Syed Zafar Ali Shah, MNA and Illahi Bukhsh Soomro, Speaker National Assembly, challenged the suspension orders in the Supreme Court. The Court in its judgment on 12 May 2000 validated the military takeover by giving three years time frame to the government, starting from 12 October 1999. The Court in its judgement asked the government to complete its agenda and then hand over powers to the elected government. The court also allowed the military government to bring necessary Constitutional Amendments, provided that those should not change the basic feature of Federal Parliamentary democracy, independence of judiciary and Islamic provisions in the Constitution. The court reserved the right of Judicial Review and power of validity of any act or any action of the government, if challenged, in the light of State necessity. On 20 June 2001, through a notification (C.E. Order No.1) the Chief Executive assumed the office of the president of Pakistan under President's Succession Order, 2001. On the same day, through another Order (C.E. Order No. 2, 2001), the president converted the orders of suspension of legislative bodies and their presiding officers, into dissolution. The elections for twelfth National Assembly was held on 10 October 2002. The inaugural session of the National Assembly was held on 16 November 2002 and Ch Amir Hussain and Sardar Muhammad Yaqoob were elected Speaker and Deputy Speaker respectively on 19 November 2002. Mir Zafar ullah Jamali was elected leader of the house on 21 November 2002. Speaker Chaudhry Amir Hussain gave the ruling on 14 June 2003 that LFO is the part of the Constitution of Pakistan. On this issue, Opposition Parties submitted a resolution for vote of no confidence against Speaker National Assembly on 20 June 2003 which was rejected on 28 June 2003.
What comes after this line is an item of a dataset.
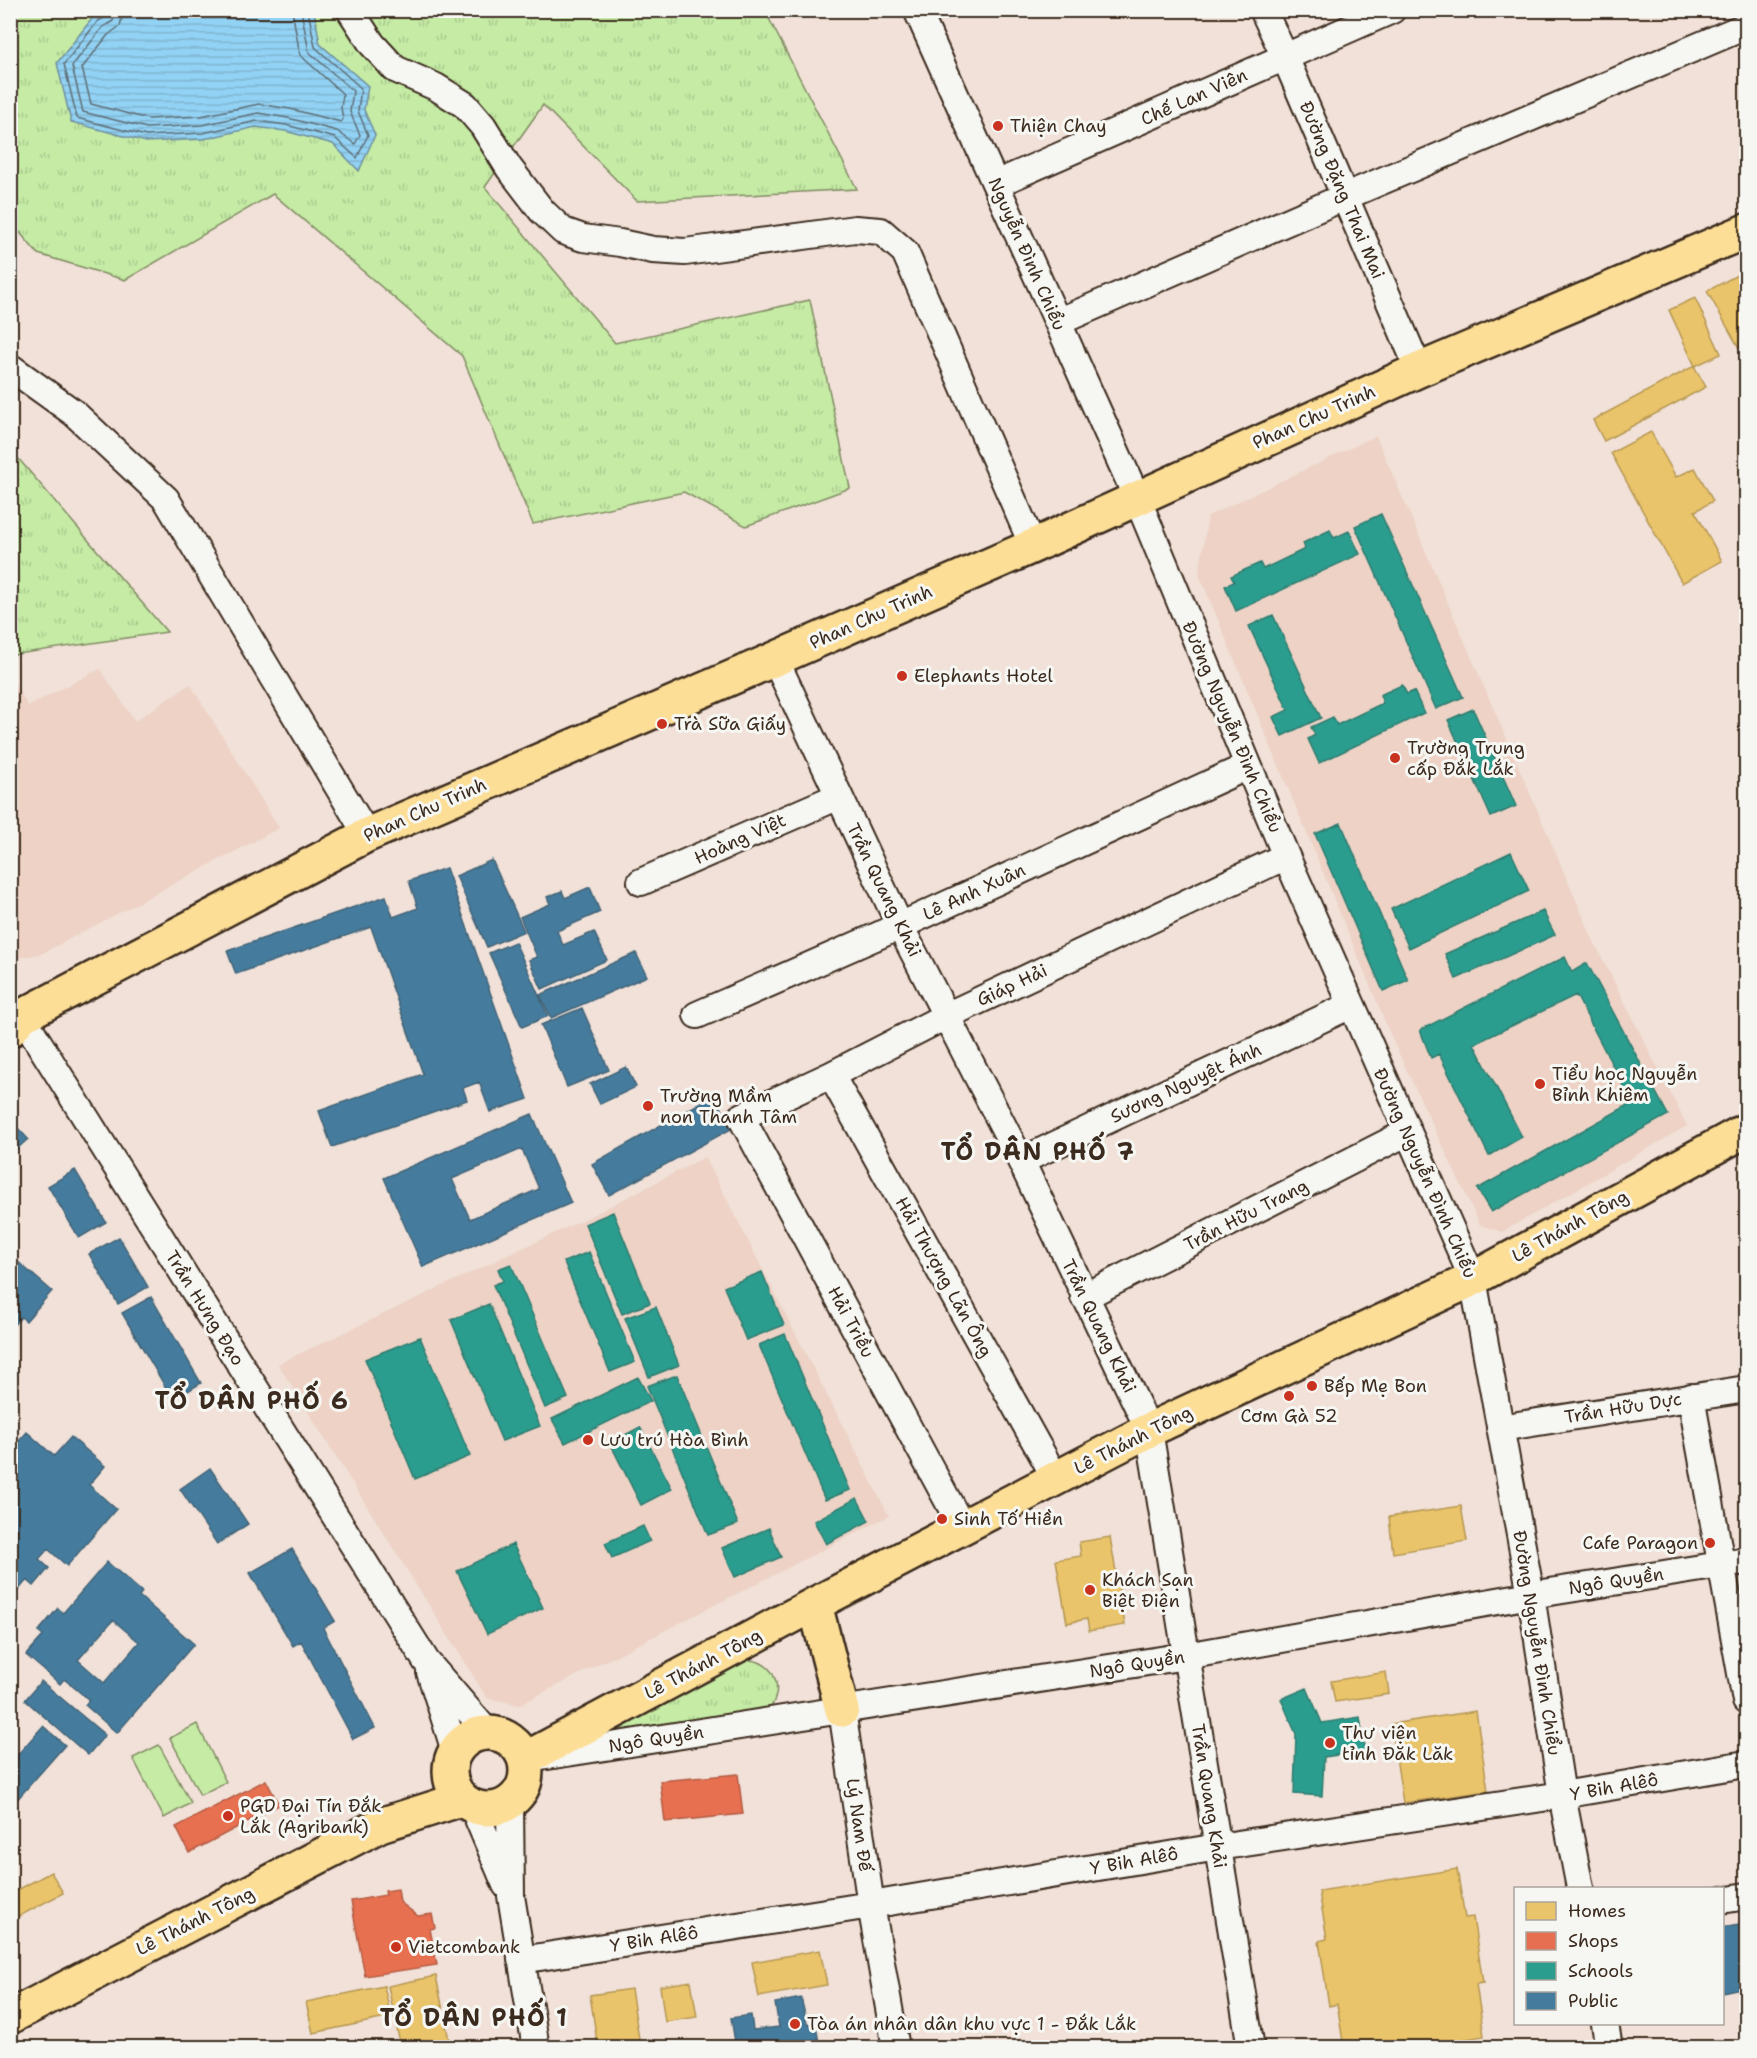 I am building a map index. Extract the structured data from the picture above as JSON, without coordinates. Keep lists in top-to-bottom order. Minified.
{"streets":{"main road":["Phan Chu Trinh","Lê Thánh Tông","Lý Nam Đế"],"street":["Chế Lan Viên","Đường Đặng Thai Mai","Nguyễn Đình Chiểu","Đường Nguyễn Đình Chiểu","Hoàng Việt","Trần Quang Khải","Lê Anh Xuân","Giáp Hải","Sương Nguyệt Ánh","Trần Hữu Trang","Hải Thượng Lãn Ông","Trần Hưng Đạo","Hải Triều","Trần Hữu Dực","Ngô Quyền","Y Bih Alêô"]},"crossings":[["Chế Lan Viên","Đường Đặng Thai Mai"],["Chế Lan Viên","Nguyễn Đình Chiểu"],["Đường Đặng Thai Mai","Phan Chu Trinh"],["Nguyễn Đình Chiểu","Phan Chu Trinh"],["Nguyễn Đình Chiểu","Đường Nguyễn Đình Chiểu"],["Phan Chu Trinh","Đường Nguyễn Đình Chiểu"],["Phan Chu Trinh","Trần Quang Khải"],["Phan Chu Trinh","Trần Hưng Đạo"],["Đường Nguyễn Đình Chiểu","Lê Anh Xuân"],["Đường Nguyễn Đình Chiểu","Giáp Hải"],["Đường Nguyễn Đình Chiểu","Sương Nguyệt Ánh"],["Đường Nguyễn Đình Chiểu","Trần Hữu Trang"],["Đường Nguyễn Đình Chiểu","Lê Thánh Tông"],["Đường Nguyễn Đình Chiểu","Trần Hữu Dực"],["Đường Nguyễn Đình Chiểu","Ngô Quyền"],["Đường Nguyễn Đình Chiểu","Y Bih Alêô"],["Hoàng Việt","Trần Quang Khải"],["Trần Quang Khải","Lê Anh Xuân"],["Trần Quang Khải","Giáp Hải"],["Trần Quang Khải","Sương Nguyệt Ánh"],["Trần Quang Khải","Trần Hữu Trang"],["Trần Quang Khải","Lê Thánh Tông"],["Trần Quang Khải","Ngô Quyền"],["Trần Quang Khải","Y Bih Alêô"],["Giáp Hải","Hải Thượng Lãn Ông"],["Giáp Hải","Hải Triều"],["Lê Thánh Tông","Hải Thượng Lãn Ông"],["Lê Thánh Tông","Trần Hưng Đạo"],["Lê Thánh Tông","Hải Triều"],["Lê Thánh Tông","Ngô Quyền"],["Lê Thánh Tông","Lý Nam Đế"],["Trần Hưng Đạo","Ngô Quyền"],["Ngô Quyền","Lý Nam Đế"],["Y Bih Alêô","Lý Nam Đế"]],"districts":["TỔ DÂN PHỐ 7","TỔ DÂN PHỐ 6","TỔ DÂN PHỐ 1"],"places":["Thiện Chay","Elephants Hotel","Trà Sữa Giấy","Trường Trung cấp Đắk Lắk","Tiểu học Nguyễn Bỉnh Khiêm","Trường Mầm non Thanh Tâm","Bếp Mẹ Bon","Cơm Gà 52","Lưu trú Hòa Bình","Sinh Tố Hiền","Cafe Paragon","Khách Sạn Biệt Điện","Thư viện tỉnh Đăk Lăk","PGD Đại Tín Đắk Lắk (Agribank)","Vietcombank","Tòa án nhân dân khu vực 1 - Đắk Lắk"],"legend":["Homes","Shops","Schools","Public"]} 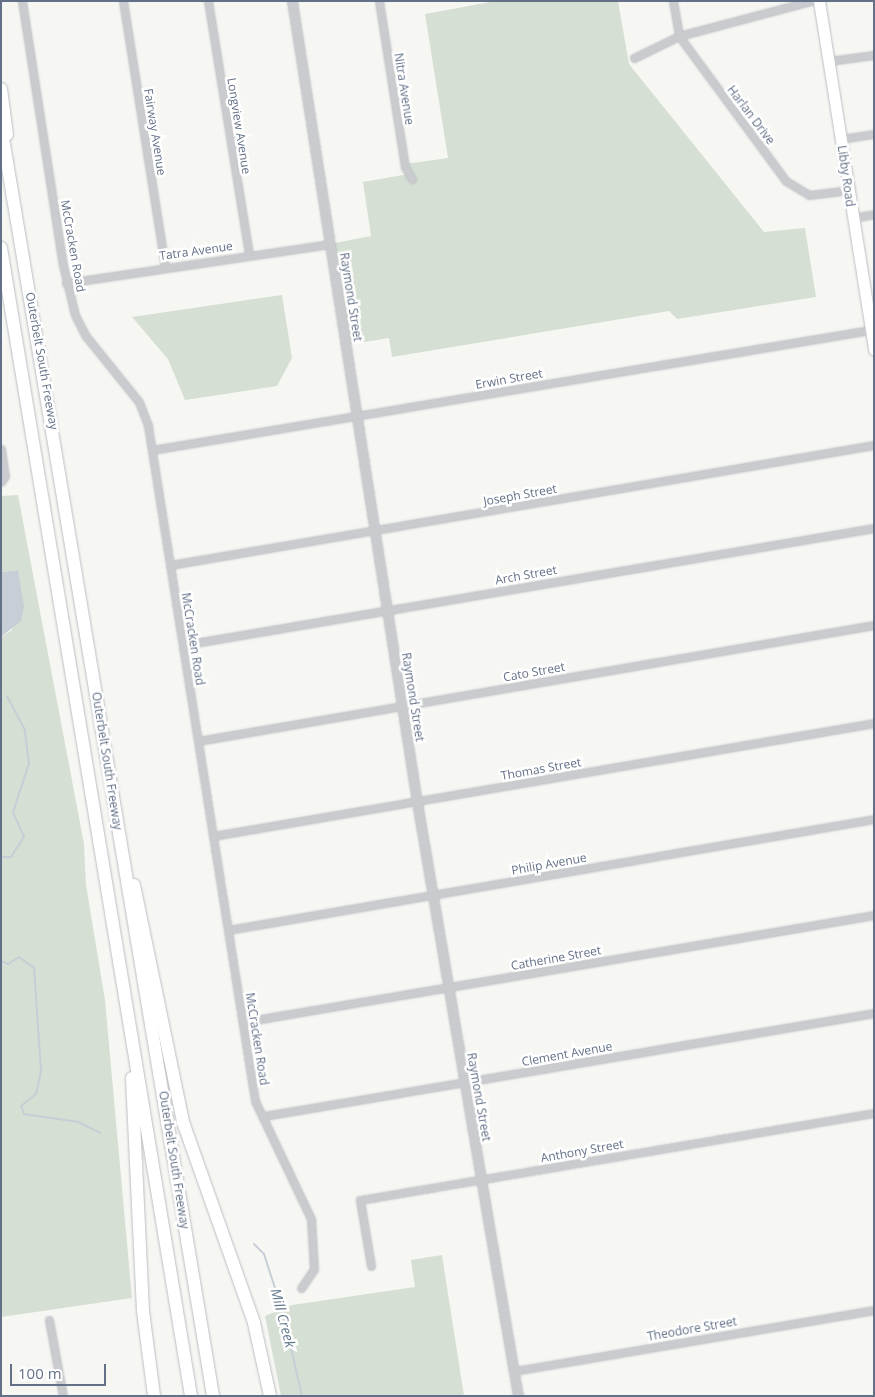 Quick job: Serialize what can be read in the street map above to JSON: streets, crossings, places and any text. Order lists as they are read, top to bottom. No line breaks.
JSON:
{"streets":{"highway":["Outerbelt South Freeway"],"main road":["Libby Road"],"street":["Nitra Avenue","Harlan Drive","Longview Avenue","Fairway Avenue","McCracken Road","Tatra Avenue","Raymond Street","Erwin Street","Joseph Street","Arch Street","Cato Street","Thomas Street","Philip Avenue","Catherine Street","Clement Avenue","Anthony Street","Theodore Street"]},"crossings":[["Harlan Drive","Libby Road"],["Longview Avenue","Tatra Avenue"],["Fairway Avenue","Tatra Avenue"],["Libby Road","Erwin Street"],["McCracken Road","Tatra Avenue"],["McCracken Road","Erwin Street"],["McCracken Road","Joseph Street"],["McCracken Road","Arch Street"],["McCracken Road","Cato Street"],["McCracken Road","Thomas Street"],["McCracken Road","Philip Avenue"],["McCracken Road","Catherine Street"],["McCracken Road","Clement Avenue"],["Tatra Avenue","Raymond Street"],["Raymond Street","Erwin Street"],["Raymond Street","Joseph Street"],["Raymond Street","Arch Street"],["Raymond Street","Cato Street"],["Raymond Street","Thomas Street"],["Raymond Street","Philip Avenue"],["Raymond Street","Catherine Street"],["Raymond Street","Clement Avenue"],["Raymond Street","Anthony Street"],["Raymond Street","Theodore Street"]],"water":["Mill Creek"],"scale_bar":"100 m"}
National Assembly of Pakistan expressed confidence in the leadership of President General Pervez Musharraf through the resolution on 1 January 2004. President General Pervez Musharraf addressed the Joint Session of the Parliament on 17 January 2004. Prime Minister Mir Zafarullah Khan Jamali resigned from his office on 26 June 2004. Chaudhry Shujaat Hussain was elected the 21st Prime Minister of Pakistan on 29 June 2004 and obtained a vote of confidence from the National Assembly on 30 June 2004. Mr. Shaukat Aziz was elected the leader of the house on 27 August 2004 and was administered oath of the Prime Minister of Pakistan on 28 August 2004. National Assembly of Pakistan completed its Constitutional tenure on 15 November 2007. After the resignation from the post of Chief of Army Staff, Mr. Pervez Musharraf administered the oath of President of Islamic Republic of Pakistan on 29 November 2007.

===2008 Election===
The date of next General Election was fixed for 28 January 2008. After the assassination of Muhtarma Benazir Bhutto on 27 December 2007, date of election was rescheduled for 18 February 2008. The first session of the National Assembly was held on 17 March 2008. Dr. Fehmida Mirza and Mr. Fasial Karim Kundi were elected Speaker and Deputy Speaker of the National Assembly respectively on 19 March 2008. Syed Yousaf Raza Gilani was elected the Prime Minister of Pakistan by the house on 24 March 2008 and unanimously obtained the Vote of Confidence from the house on 29 March 2008. Mr. Pervez Musharraf submitted his resignation from his office to the Speaker National Assembly on 18 August 2008 and Mr. Asif Ali Zardari was elected 13th President of Pakistan for next five years on 6 September 2008.

===President Zardari===
He addressed the Joint Session of the Parliament on 20 September 2008. President Asif Ali Zardari during his address to the Joint Session of the Parliament on 28 March 2009 asked the Speaker National Assembly to form a committee of both houses for the purpose of proposing amendments in the Constitution in the light of Charter of Democracy (COD). After consultation with the leadership of all political parties in the Parliament, Speaker National Assembly announced the Constitutional Reforms Committee (CRC) on 29 April 2009. After the marathon consultation in 77 meetings, CRC under the Chairmanship of Senator Raza Rabbani presented report of the committee on 18th Amendment in the Constitution to the Speaker National Assembly on 31 March 2010. The historic 18th Constitutional Amendment was presented and passed by the National Assembly on 8 April 2010 and Senate on 15 April 2010 respectively. After the assent of the president on 19 April 2010, 18th Amendments became part of Constitution of the Islamic Republic of Pakistan. 19th Amendment was passed by the National Assembly on 22 December 2010 and Senate on 30 December 2010 respectively. 19th Amendment became part of the Constitution after the assent of President Asif Ali Zardari on 1 January 2011. 20th Amendment was passed unanimously by National Assembly and Senate on 20 February 2012.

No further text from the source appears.